Available data

**********

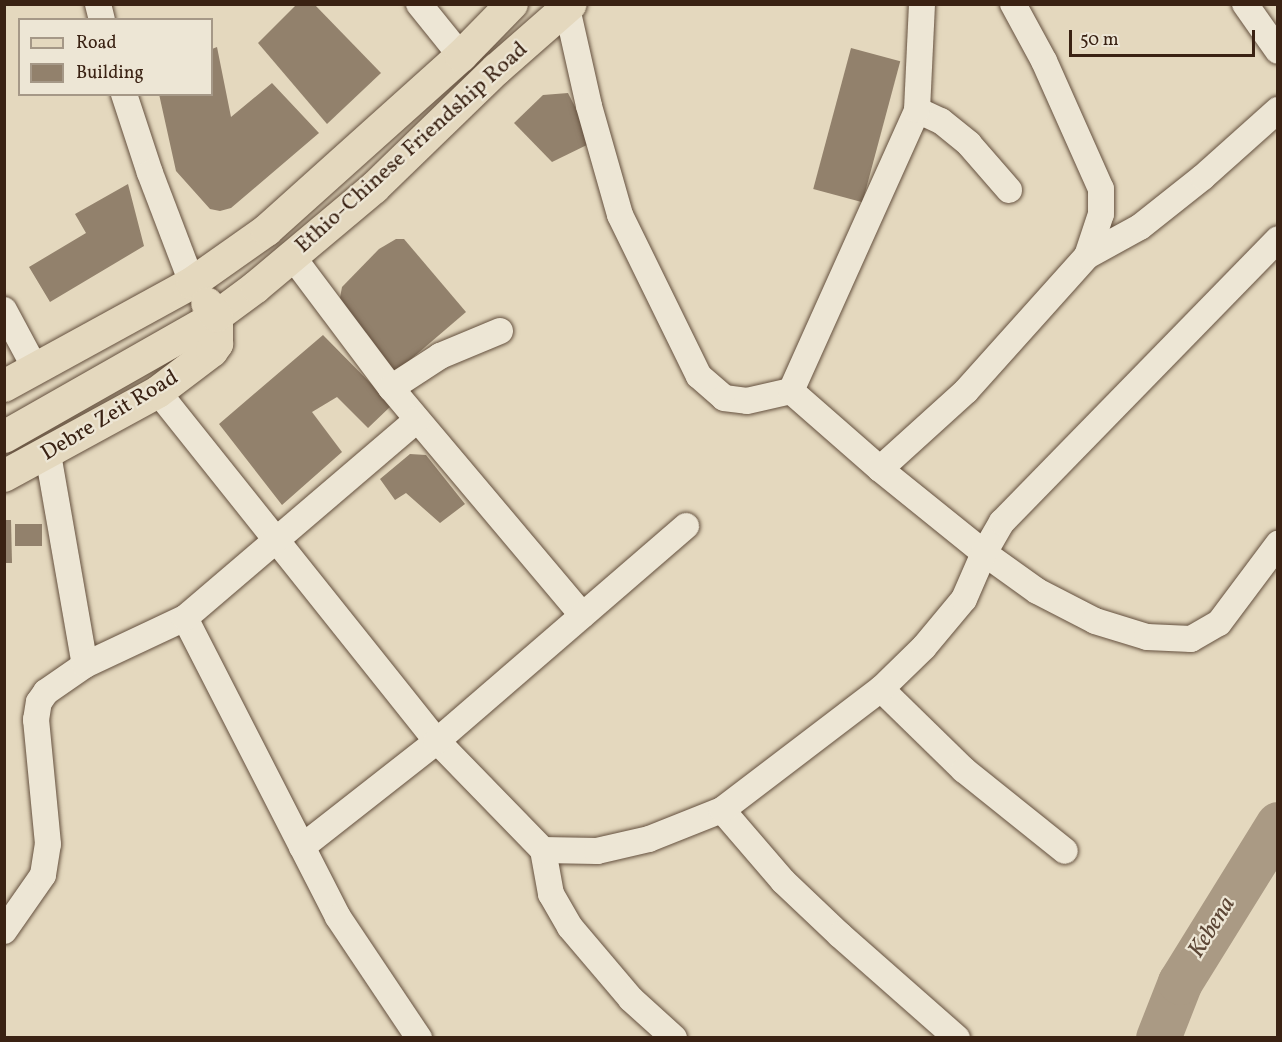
<!DOCTYPE html>
<style>
body{margin:0}
#map{position:relative;width:1282px;height:1042px;overflow:hidden;background:#e4d8be;font-family:Vollkorn,serif}
div>[style]{position:absolute}
[style*='--x']{left:calc(var(--x)*1px);top:calc(var(--y)*1px);width:calc(var(--w)*1px);rotate:calc(var(--a)*1deg)}
.river>*{height:45px;margin:-22.5px;padding:0 22.5px;transform-origin:22.5px;border-radius:22.5px;background:#aa9a84}
.building>*{inset:0;background:#92816c;transform-origin:0 0}
.roads{filter:drop-shadow(0 0 2px #64503e) drop-shadow(0 0 2px #64503e)}
.minor>*{height:26px;margin:-13px;padding:0 13px;transform-origin:13px;border-radius:13px;background:#ede6d5}
.major>*{height:32px;margin:-16px;padding:0 16px;transform-origin:16px;border-radius:16px;background:#e4d8be}
span{translate:-50% -50%;white-space:nowrap;text-align:center;line-height:1.15;-webkit-text-stroke:4.5px #ede6d5;paint-order:stroke}
.street-label{font-size:22px;color:#3a2213}
.water-label{font-size:24px;color:#5c4635;font-style:italic}
.frame{position:absolute;inset:0;border:6px solid #3a2213;pointer-events:none}
.legend{position:absolute;left:18px;top:18px;width:195px;height:78px;box-sizing:border-box;background:#ede6d5;border:2px solid #a59887;margin:0;padding:8px 10px;list-style:none;font-size:18px;color:#3a2213}
.legend li{display:flex;align-items:center;gap:12px;height:30px}
.legend b{width:30px;border:2px solid #a59887}
.scale{position:absolute;left:1069px;top:30px;width:186px;height:27px;box-sizing:border-box;border:3px solid #3a2213;border-top:0;padding-left:8px;font-size:18px;line-height:21px;white-space:nowrap;color:#3a2213;-webkit-text-stroke:4px #ede6d5;paint-order:stroke}
</style>
<div id="map">
<div class="river">
<i style="--x:1158;--y:1038;--w:60;--a:-68.6"></i>
<i style="--x:1180;--y:982;--w:186;--a:-58.2"></i>
</div>
<div class="building">
<i style="clip-path:polygon(297px 4px,314px 4px,381px 73px,327px 124px,258px 43px)"></i>
<i style="clip-path:polygon(217px 47px,231px 117px,272px 83px,319px 133px,231px 208px,220px 211px,210px 209px,176px 171px,159px 94px,212px 94px,212px 49px)"></i>
<i style="left:851px;top:48px;width:51px;height:146px;rotate:15deg"></i>
<i style="clip-path:polygon(568px 93px,593px 142px,552px 162px,514px 123px,543px 95px)"></i>
<i style="clip-path:polygon(128px 184px,144px 246px,50px 302px,29px 267px,86px 233px,75px 214px)"></i>
<i style="clip-path:polygon(396px 239px,404px 239px,466px 312px,396px 372px,345px 323px,340px 298px,342px 287px,379px 249px)"></i>
<i style="clip-path:polygon(323px 335px,392px 405px,368px 428px,337px 397px,312px 412px,342px 452px,282px 505px,219px 424px)"></i>
<i style="clip-path:polygon(410px 454px,426px 455px,465px 504px,440px 523px,406px 493px,395px 500px,380px 479px)"></i>
<i style="clip-path:polygon(5px 520px,11px 520px,12px 563px,5px 563px)"></i>
<i style="left:42px;top:524px;width:22px;height:27px;rotate:90deg"></i>
</div>
<div class="roads">
<div class="minor">
<i style="--x:98;--y:4;--w:16;--a:76"></i>
<i style="--x:419;--y:4;--w:67;--a:51.1"></i>
<i style="--x:1245;--y:4;--w:57;--a:54.9"></i>
<i style="--x:567;--y:8;--w:100;--a:77.3"></i>
<i style="--x:589;--y:106;--w:113;--a:74.1"></i>
<i style="--x:620;--y:215;--w:179;--a:63.9"></i>
<i style="--x:699;--y:376;--w:33;--a:41"></i>
<i style="--x:724;--y:398;--w:23;--a:7"></i>
<i style="--x:747;--y:401;--w:45;--a:-12.8"></i>
<i style="--x:124;--y:94;--w:83;--a:71.8"></i>
<i style="--x:150;--y:173;--w:118;--a:69.1"></i>
<i style="--x:917;--y:110;--w:26;--a:25"></i>
<i style="--x:941;--y:121;--w:36;--a:39"></i>
<i style="--x:969;--y:144;--w:61;--a:49"></i>
<i style="--x:292;--y:256;--w:165;--a:53.1"></i>
<i style="--x:391;--y:388;--w:297;--a:49.9"></i>
<i style="--x:1087;--y:256;--w:60;--a:-28.7"></i>
<i style="--x:1140;--y:227;--w:80;--a:-38.4"></i>
<i style="--x:1203;--y:177;--w:101;--a:-41.8"></i>
<i style="--x:4;--y:310;--w:68;--a:61.9"></i>
<i style="--x:391;--y:388;--w:59;--a:-33.1"></i>
<i style="--x:440;--y:356;--w:65;--a:-22.6"></i>
<i style="--x:791;--y:391;--w:118;--a:41.2"></i>
<i style="--x:880;--y:469;--w:134;--a:38.9"></i>
<i style="--x:984;--y:553;--w:65;--a:35.6"></i>
<i style="--x:1037;--y:591;--w:65;--a:27.3"></i>
<i style="--x:1095;--y:621;--w:54;--a:17.1"></i>
<i style="--x:1147;--y:637;--w:44;--a:2.6"></i>
<i style="--x:1191;--y:639;--w:32;--a:-30"></i>
<i style="--x:1219;--y:623;--w:99;--a:-53.2"></i>
<i style="--x:791;--y:391;--w:308;--a:-65.8"></i>
<i style="--x:917;--y:110;--w:106;--a:-87.3"></i>
<i style="--x:158;--y:392;--w:447;--a:51.4"></i>
<i style="--x:437;--y:741;--w:152;--a:45.8"></i>
<i style="--x:543;--y:850;--w:45;--a:79.7"></i>
<i style="--x:551;--y:894;--w:38;--a:60"></i>
<i style="--x:570;--y:927;--w:94;--a:49.7"></i>
<i style="--x:631;--y:999;--w:58;--a:42.2"></i>
<i style="--x:48;--y:454;--w:214;--a:80.1"></i>
<i style="--x:880;--y:469;--w:116;--a:-42.2"></i>
<i style="--x:966;--y:391;--w:181;--a:-48.1"></i>
<i style="--x:1087;--y:256;--w:44;--a:-71.6"></i>
<i style="--x:1101;--y:214;--w:25;--a:-90"></i>
<i style="--x:1101;--y:189;--w:140;--a:-114"></i>
<i style="--x:1044;--y:61;--w:65;--a:-118.5"></i>
<i style="--x:185;--y:618;--w:336;--a:62.9"></i>
<i style="--x:338;--y:917;--w:146;--a:56.2"></i>
<i style="--x:881;--y:689;--w:116;--a:44.3"></i>
<i style="--x:964;--y:770;--w:129;--a:38.7"></i>
<i style="--x:722;--y:810;--w:94;--a:49.3"></i>
<i style="--x:783;--y:881;--w:79;--a:43.5"></i>
<i style="--x:840;--y:935;--w:156;--a:41.4"></i>
<i style="--x:302;--y:847;--w:172;--a:-38.1"></i>
<i style="--x:437;--y:741;--w:329;--a:-40.8"></i>
<i style="--x:543;--y:850;--w:54;--a:1.1"></i>
<i style="--x:597;--y:851;--w:53;--a:-13"></i>
<i style="--x:649;--y:839;--w:79;--a:-21.7"></i>
<i style="--x:722;--y:810;--w:200;--a:-37.3"></i>
<i style="--x:881;--y:689;--w:60;--a:-44.3"></i>
<i style="--x:924;--y:647;--w:62;--a:-50.2"></i>
<i style="--x:964;--y:599;--w:50;--a:-66.5"></i>
<i style="--x:984;--y:553;--w:36;--a:-60"></i>
<i style="--x:1002;--y:522;--w:395;--a:-45.7"></i>
<i style="--x:4;--y:931;--w:68;--a:-55.1"></i>
<i style="--x:43;--y:875;--w:31;--a:-81"></i>
<i style="--x:48;--y:844;--w:125;--a:-95.5"></i>
<i style="--x:36;--y:720;--w:18;--a:-81"></i>
<i style="--x:39;--y:702;--w:12;--a:-55"></i>
<i style="--x:46;--y:692;--w:47;--a:-34.7"></i>
<i style="--x:85;--y:665;--w:110;--a:-25.2"></i>
<i style="--x:185;--y:618;--w:305;--a:-40.5"></i>
</div>
<div class="major">
<i style="--x:4;--y:386;--w:214;--a:-28.7"></i>
<i style="--x:192;--y:283;--w:92;--a:-35.2"></i>
<i style="--x:267;--y:230;--w:261;--a:-41.9"></i>
<i style="--x:461;--y:56;--w:73;--a:-45.6"></i>
<i style="--x:4;--y:437;--w:245;--a:-29.6"></i>
<i style="--x:217;--y:316;--w:49;--a:-36.6"></i>
<i style="--x:256;--y:287;--w:154;--a:-40"></i>
<i style="--x:374;--y:188;--w:171;--a:-44.1"></i>
<i style="--x:497;--y:69;--w:98;--a:-41.3"></i>
<i style="--x:4;--y:476;--w:175;--a:-28.6"></i>
<i style="--x:158;--y:392;--w:68;--a:-37.2"></i>
<i style="--x:212;--y:351;--w:9;--a:-54"></i>
<i style="--x:217;--y:344;--w:28;--a:-90"></i>
<i style="--x:217;--y:316;--w:16;--a:-128"></i>
</div>
</div>
<div class="street-label">
<span style="left:412px;top:148px;rotate:-42deg">Ethio-Chinese Friendship Road</span>
<span style="left:110px;top:416px;rotate:-31deg">Debre Zeit Road</span>
</div>
<div class="water-label">
<span style="left:1213px;top:928px;rotate:-58deg">Kebena</span>
</div>
<div class="frame"></div>
<ul class="legend">
<li><b style="height:8px;background:#e4d8be"></b>Road</li>
<li><b style="height:16px;background:#92816c"></b>Building</li>
</ul>
<div class="scale">50 m</div>
</div>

**********

Work to complete
Each line of the listing that includes the word "roads" should be copied out.

Result of the exercise
.roads{filter:drop-shadow(0 0 2px #64503e) drop-shadow(0 0 2px #64503e)}
<div class="roads">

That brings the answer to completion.